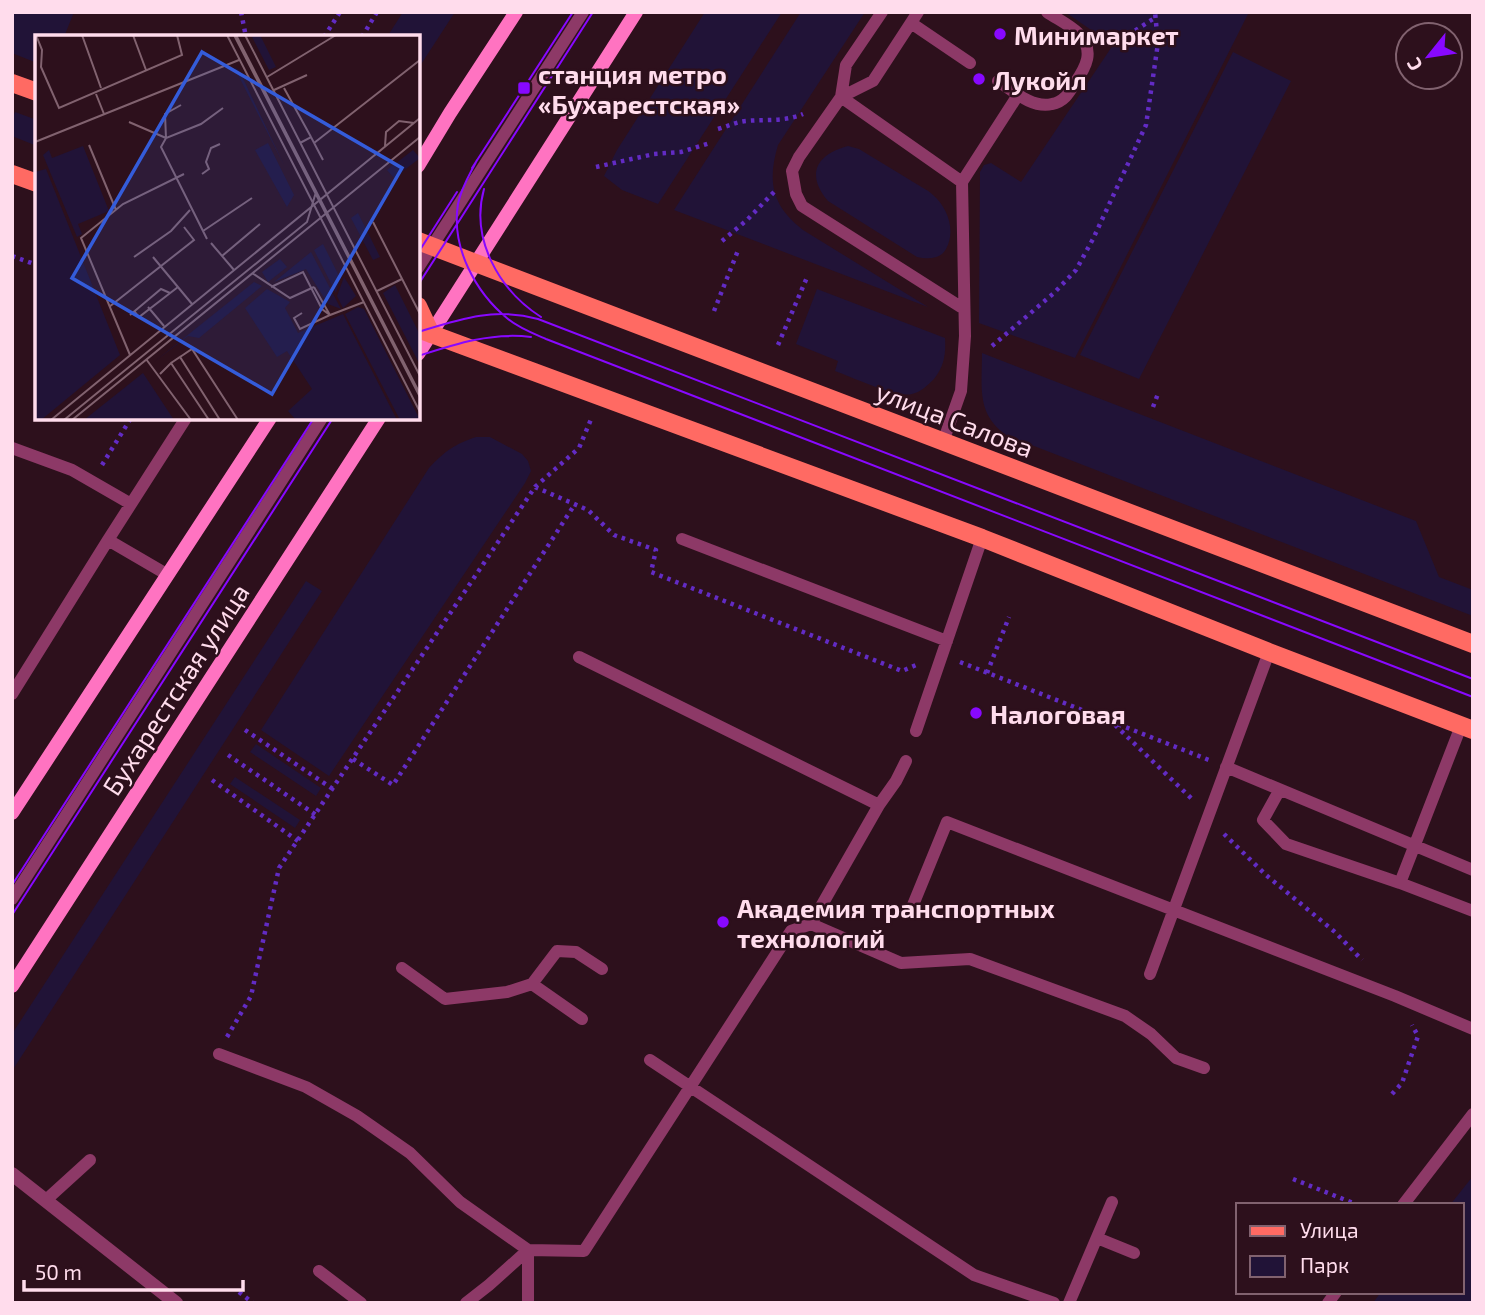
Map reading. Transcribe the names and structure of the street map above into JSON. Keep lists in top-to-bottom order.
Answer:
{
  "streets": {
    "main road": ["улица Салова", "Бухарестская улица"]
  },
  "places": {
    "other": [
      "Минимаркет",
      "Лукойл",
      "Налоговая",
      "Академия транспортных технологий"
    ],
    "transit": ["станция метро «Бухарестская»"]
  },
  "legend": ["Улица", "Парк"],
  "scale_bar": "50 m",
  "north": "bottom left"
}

━━━

**What the task requires**
Return all of the material above unchanged, minus its pictures.

**Output**
Map reading. Transcribe the names and structure of the street map above into JSON. Keep lists in top-to-bottom order.
Answer:
{
  "streets": {
    "main road": ["улица Салова", "Бухарестская улица"]
  },
  "places": {
    "other": [
      "Минимаркет",
      "Лукойл",
      "Налоговая",
      "Академия транспортных технологий"
    ],
    "transit": ["станция метро «Бухарестская»"]
  },
  "legend": ["Улица", "Парк"],
  "scale_bar": "50 m",
  "north": "bottom left"
}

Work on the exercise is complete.